The Algorithm That Can Reliably Spot Cyberbullies On Twitter

The anonymous nature of Twitter makes it a haven for trolls and cyberbullies, and there’s a sense that the social network is fighting a losing battle in keeping pace with the number of instances of cyberbullying on its platform.

New research from Binghamton University highlights a machine learning-based approach that is able to identify bullies on Twitter with an accuracy of 90%.

The researchers managed to dissect the often ambiguous environment of online bullying do understand the behavioral patterns exhibited by abusive Twitter users, and how these are distinct from normal Twitter users.

“We built crawlers — programs that collect data from Twitter via variety of mechanisms,” the researchers explain. “We gathered tweets of Twitter users, their profiles, as well as (social) network-related things, like who they follow and who follows them.”

Bullies in the haystack

The team then performed natural language processing and sentiment analysis on the tweets they had harvested, before conducting an analysis of the social network to dissect the connections between users.

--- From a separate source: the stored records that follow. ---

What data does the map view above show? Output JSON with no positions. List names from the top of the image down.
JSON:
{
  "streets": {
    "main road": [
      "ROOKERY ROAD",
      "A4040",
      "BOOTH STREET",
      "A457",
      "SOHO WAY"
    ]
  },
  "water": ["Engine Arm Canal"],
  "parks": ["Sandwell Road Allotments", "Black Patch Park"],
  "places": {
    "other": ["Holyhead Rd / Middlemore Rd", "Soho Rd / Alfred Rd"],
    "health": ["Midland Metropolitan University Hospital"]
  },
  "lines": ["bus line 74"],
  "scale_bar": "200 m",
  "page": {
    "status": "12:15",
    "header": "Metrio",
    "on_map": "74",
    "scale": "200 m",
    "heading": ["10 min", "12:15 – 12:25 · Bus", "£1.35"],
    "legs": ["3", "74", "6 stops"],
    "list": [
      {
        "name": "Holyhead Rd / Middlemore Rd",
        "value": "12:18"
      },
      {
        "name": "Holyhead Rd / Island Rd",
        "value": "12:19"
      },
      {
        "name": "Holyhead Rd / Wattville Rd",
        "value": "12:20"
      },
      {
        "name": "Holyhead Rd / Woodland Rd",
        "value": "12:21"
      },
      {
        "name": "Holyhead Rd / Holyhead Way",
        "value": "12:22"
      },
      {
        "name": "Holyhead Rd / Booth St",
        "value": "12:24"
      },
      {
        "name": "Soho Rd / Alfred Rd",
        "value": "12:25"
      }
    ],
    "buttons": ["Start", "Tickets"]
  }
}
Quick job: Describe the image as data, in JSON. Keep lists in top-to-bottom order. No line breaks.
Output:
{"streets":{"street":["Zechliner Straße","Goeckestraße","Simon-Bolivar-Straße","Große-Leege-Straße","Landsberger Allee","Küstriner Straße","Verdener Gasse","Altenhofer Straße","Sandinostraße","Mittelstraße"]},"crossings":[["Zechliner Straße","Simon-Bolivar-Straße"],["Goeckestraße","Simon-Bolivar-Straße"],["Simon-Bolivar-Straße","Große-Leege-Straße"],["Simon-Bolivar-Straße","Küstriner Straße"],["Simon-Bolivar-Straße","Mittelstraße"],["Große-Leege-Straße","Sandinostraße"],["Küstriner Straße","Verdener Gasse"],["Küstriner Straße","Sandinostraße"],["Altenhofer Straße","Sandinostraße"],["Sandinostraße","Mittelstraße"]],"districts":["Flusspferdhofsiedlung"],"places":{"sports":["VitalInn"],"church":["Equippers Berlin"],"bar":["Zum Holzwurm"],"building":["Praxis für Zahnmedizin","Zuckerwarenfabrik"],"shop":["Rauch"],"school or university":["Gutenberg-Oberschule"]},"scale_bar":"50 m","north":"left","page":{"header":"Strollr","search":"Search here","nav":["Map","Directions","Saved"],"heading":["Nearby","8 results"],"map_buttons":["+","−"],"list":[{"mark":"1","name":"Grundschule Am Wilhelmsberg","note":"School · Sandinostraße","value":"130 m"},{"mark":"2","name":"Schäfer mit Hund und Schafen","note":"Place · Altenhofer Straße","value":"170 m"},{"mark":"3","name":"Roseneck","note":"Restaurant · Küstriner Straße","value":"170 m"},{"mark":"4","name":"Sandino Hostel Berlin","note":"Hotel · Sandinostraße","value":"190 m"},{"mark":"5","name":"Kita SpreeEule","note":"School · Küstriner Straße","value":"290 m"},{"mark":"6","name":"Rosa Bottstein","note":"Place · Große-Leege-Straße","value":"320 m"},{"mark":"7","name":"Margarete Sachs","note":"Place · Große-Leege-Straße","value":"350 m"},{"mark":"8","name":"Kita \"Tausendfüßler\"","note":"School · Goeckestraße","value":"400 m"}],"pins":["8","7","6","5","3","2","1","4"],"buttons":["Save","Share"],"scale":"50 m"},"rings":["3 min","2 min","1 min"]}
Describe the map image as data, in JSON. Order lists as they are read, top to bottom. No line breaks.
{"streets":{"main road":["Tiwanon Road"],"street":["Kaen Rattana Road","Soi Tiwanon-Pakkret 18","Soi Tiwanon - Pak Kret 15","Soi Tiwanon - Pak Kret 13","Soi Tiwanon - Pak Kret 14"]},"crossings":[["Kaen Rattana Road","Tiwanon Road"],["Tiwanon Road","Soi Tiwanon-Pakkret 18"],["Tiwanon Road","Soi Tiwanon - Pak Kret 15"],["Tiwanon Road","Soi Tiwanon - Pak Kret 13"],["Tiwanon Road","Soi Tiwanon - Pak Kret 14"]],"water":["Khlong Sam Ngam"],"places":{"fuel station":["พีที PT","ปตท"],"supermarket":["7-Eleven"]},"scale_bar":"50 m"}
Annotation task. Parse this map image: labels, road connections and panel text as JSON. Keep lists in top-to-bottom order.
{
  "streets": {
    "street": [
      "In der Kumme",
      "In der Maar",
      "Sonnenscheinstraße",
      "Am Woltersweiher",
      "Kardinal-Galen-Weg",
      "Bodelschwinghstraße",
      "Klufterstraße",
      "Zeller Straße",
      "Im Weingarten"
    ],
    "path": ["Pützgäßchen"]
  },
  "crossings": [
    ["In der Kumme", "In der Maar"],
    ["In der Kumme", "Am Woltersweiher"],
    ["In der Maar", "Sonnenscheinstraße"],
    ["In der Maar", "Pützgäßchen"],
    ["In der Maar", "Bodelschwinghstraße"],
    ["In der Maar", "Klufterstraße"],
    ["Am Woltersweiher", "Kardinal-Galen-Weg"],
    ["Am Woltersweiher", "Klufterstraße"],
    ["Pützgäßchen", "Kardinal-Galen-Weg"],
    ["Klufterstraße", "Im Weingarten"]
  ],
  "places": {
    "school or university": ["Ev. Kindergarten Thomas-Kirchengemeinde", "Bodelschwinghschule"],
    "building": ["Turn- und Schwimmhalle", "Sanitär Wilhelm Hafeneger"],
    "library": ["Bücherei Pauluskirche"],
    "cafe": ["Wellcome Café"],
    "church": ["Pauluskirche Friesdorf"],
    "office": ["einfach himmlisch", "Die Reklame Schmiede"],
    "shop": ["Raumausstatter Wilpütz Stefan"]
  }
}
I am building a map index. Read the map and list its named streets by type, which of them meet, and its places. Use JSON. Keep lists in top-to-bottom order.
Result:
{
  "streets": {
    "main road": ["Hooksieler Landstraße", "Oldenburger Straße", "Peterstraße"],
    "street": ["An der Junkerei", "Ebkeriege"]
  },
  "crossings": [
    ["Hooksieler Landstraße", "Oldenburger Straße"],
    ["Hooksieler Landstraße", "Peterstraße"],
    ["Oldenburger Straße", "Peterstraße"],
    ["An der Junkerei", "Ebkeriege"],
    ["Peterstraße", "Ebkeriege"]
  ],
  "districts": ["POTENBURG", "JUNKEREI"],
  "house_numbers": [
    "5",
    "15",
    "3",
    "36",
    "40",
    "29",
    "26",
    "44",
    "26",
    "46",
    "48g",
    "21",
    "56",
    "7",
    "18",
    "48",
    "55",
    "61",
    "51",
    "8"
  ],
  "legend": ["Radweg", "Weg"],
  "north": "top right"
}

They used algorithms to classify two specific types of bad behavior online: cyberbullying and then cyber aggression.  The algorithms were able to spot both forms of behavior with around 90% accuracy.

“In a nutshell, the algorithms ‘learn’ how to tell the difference between bullies and typical users by weighing certain features as they are shown more examples,” the researchers explain.

While the work marks a considerable amount of progress, the researchers fully accept that it nonetheless marks only the first step of what needs to be a much more significant body of work to help stamp out cyberbullying.

“One of the biggest issues with cyber safety problems is the damage being done is to humans, and is very difficult to ‘undo,'” they conclude. “For example, our research indicates that machine learning can be used to automatically detect users that are cyberbullies, and thus could help Twitter and other social media platforms remove problematic users. However, such a system is ultimately reactive: it does not inherently prevent bullying actions, it just identifies them taking place at scale. And the unfortunate truth is that even if bullying accounts are deleted, even if all their previous attacks are deleted, the victims still saw and were potentially affected by them.”